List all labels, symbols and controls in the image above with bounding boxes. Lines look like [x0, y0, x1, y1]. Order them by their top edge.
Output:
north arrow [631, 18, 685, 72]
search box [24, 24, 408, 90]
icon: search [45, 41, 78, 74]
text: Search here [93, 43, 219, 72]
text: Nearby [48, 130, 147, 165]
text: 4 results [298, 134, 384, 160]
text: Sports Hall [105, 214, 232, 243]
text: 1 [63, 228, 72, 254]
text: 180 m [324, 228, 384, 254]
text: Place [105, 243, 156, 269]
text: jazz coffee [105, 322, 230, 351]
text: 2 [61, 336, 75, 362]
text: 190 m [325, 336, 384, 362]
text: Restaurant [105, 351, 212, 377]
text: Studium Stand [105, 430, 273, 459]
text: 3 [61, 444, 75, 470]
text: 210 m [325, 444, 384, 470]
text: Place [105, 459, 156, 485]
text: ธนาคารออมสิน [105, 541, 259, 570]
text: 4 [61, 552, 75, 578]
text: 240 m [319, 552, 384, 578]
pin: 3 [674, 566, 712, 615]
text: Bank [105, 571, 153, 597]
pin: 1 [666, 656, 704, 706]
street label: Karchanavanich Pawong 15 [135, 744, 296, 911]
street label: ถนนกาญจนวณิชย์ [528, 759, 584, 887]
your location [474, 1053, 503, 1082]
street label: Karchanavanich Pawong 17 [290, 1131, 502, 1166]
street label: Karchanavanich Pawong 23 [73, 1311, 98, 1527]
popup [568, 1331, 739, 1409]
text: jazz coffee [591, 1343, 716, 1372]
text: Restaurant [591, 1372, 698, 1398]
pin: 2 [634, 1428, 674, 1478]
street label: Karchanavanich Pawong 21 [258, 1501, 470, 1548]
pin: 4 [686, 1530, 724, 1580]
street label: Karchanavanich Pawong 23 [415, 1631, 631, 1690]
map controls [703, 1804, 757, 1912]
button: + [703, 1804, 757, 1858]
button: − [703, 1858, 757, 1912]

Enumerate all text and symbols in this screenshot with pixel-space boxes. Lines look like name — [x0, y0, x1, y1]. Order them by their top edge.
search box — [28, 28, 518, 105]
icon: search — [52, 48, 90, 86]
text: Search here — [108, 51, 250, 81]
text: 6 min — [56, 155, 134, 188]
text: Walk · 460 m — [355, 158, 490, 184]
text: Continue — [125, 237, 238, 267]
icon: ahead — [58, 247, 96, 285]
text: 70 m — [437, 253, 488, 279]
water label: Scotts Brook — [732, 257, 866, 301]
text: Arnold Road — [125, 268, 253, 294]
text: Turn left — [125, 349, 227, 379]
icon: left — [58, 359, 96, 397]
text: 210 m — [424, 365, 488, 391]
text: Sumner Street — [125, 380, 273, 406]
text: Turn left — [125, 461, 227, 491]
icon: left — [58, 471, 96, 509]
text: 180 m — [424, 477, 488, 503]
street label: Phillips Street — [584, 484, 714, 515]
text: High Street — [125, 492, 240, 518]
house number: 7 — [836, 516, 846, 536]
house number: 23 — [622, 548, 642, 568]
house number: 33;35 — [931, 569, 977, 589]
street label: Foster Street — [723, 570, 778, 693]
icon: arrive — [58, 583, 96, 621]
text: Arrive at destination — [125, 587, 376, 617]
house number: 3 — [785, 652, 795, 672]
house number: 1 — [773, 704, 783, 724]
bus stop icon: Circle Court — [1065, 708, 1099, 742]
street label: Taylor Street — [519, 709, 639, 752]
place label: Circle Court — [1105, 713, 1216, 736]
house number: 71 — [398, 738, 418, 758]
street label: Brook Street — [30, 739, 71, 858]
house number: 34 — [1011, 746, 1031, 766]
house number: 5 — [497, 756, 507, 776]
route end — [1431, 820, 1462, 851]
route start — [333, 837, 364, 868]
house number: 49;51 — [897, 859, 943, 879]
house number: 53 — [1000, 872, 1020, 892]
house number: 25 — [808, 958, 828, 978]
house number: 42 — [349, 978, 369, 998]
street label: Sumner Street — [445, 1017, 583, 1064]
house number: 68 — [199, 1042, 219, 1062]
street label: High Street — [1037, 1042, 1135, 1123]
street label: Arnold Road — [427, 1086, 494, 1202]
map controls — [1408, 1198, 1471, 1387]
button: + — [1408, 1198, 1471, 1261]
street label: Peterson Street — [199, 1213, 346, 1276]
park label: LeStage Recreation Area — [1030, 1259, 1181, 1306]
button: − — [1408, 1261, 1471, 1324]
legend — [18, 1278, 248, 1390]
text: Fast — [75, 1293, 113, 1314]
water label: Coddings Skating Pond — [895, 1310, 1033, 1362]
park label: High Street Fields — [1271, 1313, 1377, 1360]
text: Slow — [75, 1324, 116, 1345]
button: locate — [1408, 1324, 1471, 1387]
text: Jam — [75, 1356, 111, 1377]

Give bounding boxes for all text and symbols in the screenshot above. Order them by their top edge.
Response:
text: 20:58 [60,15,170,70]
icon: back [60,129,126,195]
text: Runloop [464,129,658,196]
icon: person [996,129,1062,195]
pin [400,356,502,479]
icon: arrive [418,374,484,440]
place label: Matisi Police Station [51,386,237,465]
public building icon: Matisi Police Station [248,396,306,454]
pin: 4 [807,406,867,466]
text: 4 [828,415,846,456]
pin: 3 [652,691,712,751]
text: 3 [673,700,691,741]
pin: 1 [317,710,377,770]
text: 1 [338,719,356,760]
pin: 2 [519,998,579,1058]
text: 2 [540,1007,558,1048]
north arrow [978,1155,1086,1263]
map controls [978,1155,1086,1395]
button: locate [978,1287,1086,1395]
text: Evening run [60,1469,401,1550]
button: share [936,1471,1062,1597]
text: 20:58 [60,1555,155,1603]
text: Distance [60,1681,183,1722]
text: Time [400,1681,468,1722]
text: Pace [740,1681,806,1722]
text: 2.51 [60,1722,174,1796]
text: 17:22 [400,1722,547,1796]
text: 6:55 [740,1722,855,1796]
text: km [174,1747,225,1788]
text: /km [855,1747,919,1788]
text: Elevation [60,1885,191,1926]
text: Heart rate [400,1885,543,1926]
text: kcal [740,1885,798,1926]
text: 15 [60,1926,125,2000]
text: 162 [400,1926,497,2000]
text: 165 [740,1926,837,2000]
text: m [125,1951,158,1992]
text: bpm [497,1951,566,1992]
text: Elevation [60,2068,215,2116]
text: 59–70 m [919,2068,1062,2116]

■ ■ ■

▶ **Task requirements**:
All of the lines above that carry the string "like" need to be found and copied.

▶ **Output below**:
List all labels, symbols and controls in the image above with bounding boxes. Lines look like [x0, y0, x1, y1]. Order them by their top edge.
Enumerate all text and symbols in this screenshot with pixel-space boxes. Lines look like name — [x0, y0, x1, y1]. Order them by their top edge.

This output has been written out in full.